First Marblehead Corporation v. Gregory House
Analysis Group worked on behalf of the defendant, First Marblehead Corporation, in a case involving stock options granted to an individual. Former First Marblehead employee Gregory House attempted to exercise his stock options nearly six years after leaving the company – which went public several years after Mr. House’s departure. When Mr. House discovered that his options had expired 90 days after leaving First Marblehead, he sought damages in U.S. District Court for not being informed of the time limit, and for the loss of what would have been the increased value of his shares. First Marblehead counsel Adler Pollack & Sheehan retained Analysis Group to determine (a) whether a reasonable investor in the former employee’s position would have exercised incentive stock options during the three-month period following his departure, and (b) whether he was damaged by allegedly not being informed of the 90-day time limit to act.
After an Analysis Group team of Affiliate Robert A. Sherwin, Managing Principal Mark Howrey, and Vice President Ted Laguerre examined First Marblehead’s audited financials, the Grant of Incentive Stock Options to Mr.

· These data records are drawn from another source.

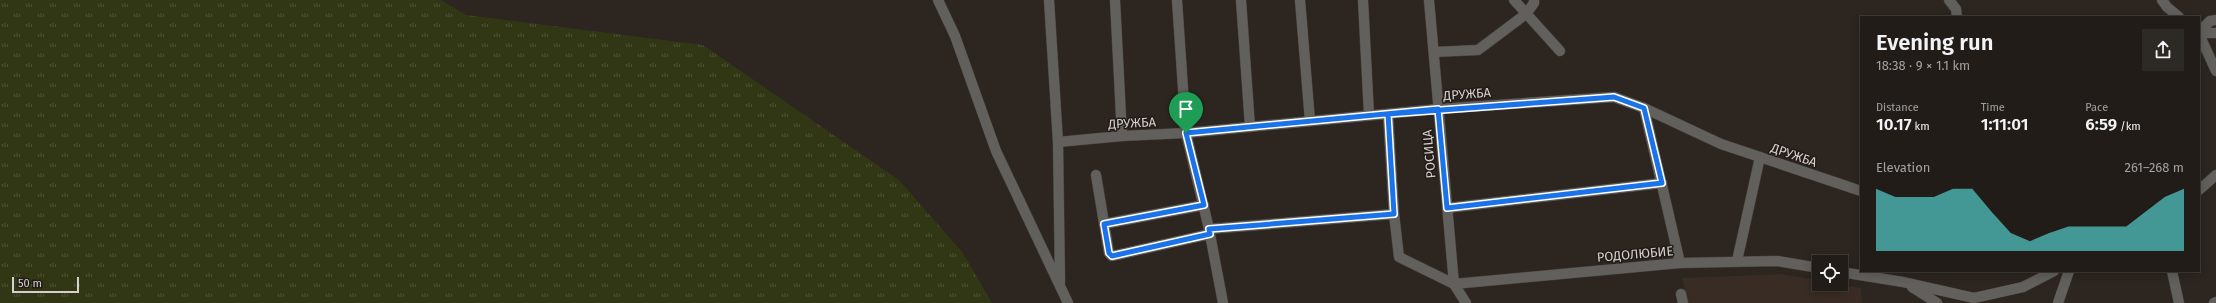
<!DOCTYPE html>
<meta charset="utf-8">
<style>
:root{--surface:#211c18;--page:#2d2925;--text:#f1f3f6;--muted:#a2a1a2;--line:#3e3a37;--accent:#52cdcc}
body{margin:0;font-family:"Fira Sans",sans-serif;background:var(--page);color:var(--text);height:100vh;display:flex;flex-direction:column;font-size:15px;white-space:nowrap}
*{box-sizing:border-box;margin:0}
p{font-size:13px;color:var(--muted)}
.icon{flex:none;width:22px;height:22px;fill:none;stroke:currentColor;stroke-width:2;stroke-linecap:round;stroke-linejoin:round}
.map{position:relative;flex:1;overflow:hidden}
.panel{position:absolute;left:1860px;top:16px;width:340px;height:256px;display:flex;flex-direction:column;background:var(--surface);border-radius:0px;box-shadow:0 2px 10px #0003,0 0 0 1px var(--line)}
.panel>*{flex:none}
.buttons{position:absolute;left:1812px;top:255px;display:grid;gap:8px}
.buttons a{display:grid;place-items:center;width:36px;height:36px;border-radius:0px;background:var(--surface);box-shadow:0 2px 10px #0003,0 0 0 1px var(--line);font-size:20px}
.scale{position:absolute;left:12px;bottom:10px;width:67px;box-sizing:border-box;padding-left:4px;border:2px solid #d5d0cd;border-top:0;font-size:11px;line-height:14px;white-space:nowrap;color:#d5d0cd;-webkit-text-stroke:3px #221b17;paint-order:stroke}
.pin{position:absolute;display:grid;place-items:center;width:34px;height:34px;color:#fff;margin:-41px -17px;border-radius:50% 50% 50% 0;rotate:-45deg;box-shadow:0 0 4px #0007}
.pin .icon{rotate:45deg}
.round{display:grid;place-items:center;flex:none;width:42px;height:42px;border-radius:0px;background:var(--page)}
.summary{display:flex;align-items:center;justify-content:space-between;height:68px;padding:0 16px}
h1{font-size:22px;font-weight:600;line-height:30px}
.metrics{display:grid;grid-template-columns:repeat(3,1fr);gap:6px;height:68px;padding:4px 16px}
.metrics div{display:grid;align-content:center}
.metrics b{font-size:17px;font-weight:600}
.metrics small{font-size:11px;font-weight:400}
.metrics p{font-size:11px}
.chart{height:112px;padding:8px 16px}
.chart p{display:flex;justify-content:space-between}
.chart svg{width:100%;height:72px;margin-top:4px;fill:var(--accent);opacity:.7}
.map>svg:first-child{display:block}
.built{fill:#392c24}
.grass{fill:url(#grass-tufts)}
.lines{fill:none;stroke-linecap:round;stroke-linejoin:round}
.minor-casing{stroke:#47403c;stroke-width:11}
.minor{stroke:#62605c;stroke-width:10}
.route-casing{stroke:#fff;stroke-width:8}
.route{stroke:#1a73e8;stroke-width:5}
.labels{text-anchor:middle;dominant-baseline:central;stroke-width:3;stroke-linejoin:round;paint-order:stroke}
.street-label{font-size:13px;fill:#d5d0cd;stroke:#221b17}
</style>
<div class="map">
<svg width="2216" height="303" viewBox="0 0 2216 303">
<defs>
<pattern id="grass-tufts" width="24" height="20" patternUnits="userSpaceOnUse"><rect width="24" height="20" fill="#313714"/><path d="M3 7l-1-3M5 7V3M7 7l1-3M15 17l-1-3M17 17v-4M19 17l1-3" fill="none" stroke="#4e5335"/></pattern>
</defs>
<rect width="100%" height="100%" fill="#2c2520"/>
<polygon class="built" points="1780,274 1819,280 1819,284 1839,284 1861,288 1862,303 1688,303 1682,278"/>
<polygon class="grass" points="0,0 441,0 466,15 703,45 899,180 963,253 992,303 0,303"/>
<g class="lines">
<g class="minor-casing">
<g id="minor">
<polyline points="938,0 955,36 996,151 1068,303"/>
<polyline points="1049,0 1058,142 1060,282"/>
<polyline points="1115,0 1122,136"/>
<polyline points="1177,0 1186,133 1209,229 1223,303"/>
<polyline points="1241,0 1250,127"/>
<polyline points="1300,0 1310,121"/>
<polyline points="1363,0 1369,115"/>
<polyline points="1429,0 1454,284 1466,303"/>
<polyline points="1514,0 1560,51"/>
<polyline points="1949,0 1956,9 1957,17"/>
<polyline points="2162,0 2167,7 2179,17"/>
<polyline points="2199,32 2210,21 2216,20"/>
<polyline points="2199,33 2216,33"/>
<polyline points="2199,34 2216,71"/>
<polyline points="1434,52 1478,50 1526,14 1534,3 1534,0"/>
<polyline points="1644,108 1680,263"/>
<polyline points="1388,114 1394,214 1399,257 1454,284 1680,263 1777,261 1819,268"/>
<polyline points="1058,142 1122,136 1186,133 1438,109 1614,97 1644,108 1721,144 1861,191"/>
<polyline points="1096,175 1109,253 1112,256 1210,234"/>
<polyline points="2199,190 2216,175"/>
<polyline points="1447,208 1662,183"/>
<polyline points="1104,224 1204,205"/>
<polyline points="1209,229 1394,214"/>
<polyline points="1737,261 1760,157"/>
<polyline points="2172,271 2179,303"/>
<polyline points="1841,272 1903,282 1974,298 2023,287 2054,271"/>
<polyline points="1912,287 1937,303"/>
<polyline points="1681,294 1683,303"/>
<polyline points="2058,303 2069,271"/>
<polyline points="2214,303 2216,302"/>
</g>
</g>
<use href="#minor" class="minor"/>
</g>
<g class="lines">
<g class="route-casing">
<polyline id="route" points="1186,133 1204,205 1104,224 1109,253 1112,256 1210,234 1209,229 1394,214 1388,114 1614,97 1644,108 1662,183 1447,208 1438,109 1186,133"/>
</g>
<use href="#route" class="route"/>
</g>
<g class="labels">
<g class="street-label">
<text transform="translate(1467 94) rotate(-4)">ДРУЖБА</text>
<text transform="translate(1132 123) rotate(-3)">ДРУЖБА</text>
<text transform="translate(1429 154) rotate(-95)">РОСИЦА</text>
<text transform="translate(1794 155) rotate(19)">ДРУЖБА</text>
<text transform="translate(1635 254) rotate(-5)">РОДОЛЮБИЕ</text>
</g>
</g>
</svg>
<div class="buttons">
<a><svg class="icon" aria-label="locate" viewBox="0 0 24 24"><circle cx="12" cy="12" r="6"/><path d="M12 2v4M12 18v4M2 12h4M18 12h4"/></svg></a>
</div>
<div class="scale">50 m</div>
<div class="pin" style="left:1186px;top:133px;background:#1e9e55"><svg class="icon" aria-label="arrive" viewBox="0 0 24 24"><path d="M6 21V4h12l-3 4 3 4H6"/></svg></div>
<section class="panel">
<div class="summary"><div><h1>Evening run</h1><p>18:38 · 9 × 1.1 km</p></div><a class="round"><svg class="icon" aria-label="share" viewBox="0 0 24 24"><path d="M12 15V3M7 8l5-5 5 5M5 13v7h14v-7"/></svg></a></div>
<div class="metrics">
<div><p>Distance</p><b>10.17<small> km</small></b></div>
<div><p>Time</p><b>1:11:01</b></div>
<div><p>Pace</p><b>6:59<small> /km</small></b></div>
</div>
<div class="chart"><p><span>Elevation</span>261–268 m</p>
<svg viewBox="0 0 160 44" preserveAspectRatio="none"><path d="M0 44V6L10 11L20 11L30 11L40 6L50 6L60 20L70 33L80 38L90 33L100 29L110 29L120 29L130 29L140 20L150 11L160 6V44z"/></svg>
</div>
</section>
</div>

House, and other key documents, Mr. Sherwin testified that no reasonable investor in the plaintiff’s position would have sought both to borrow funds and to otherwise convert liquid assets (cash) into the relatively illiquid asset of First Marblehead’s then non-publicly traded stock, and that Mr. House would have been made worse off in the process.
A jury found that First Marblehead had failed in its duty to inform the former employee of the three-month expiration of his options, but, consistent with Mr. Sherwin’s financial evaluation of the situation, awarded no damages.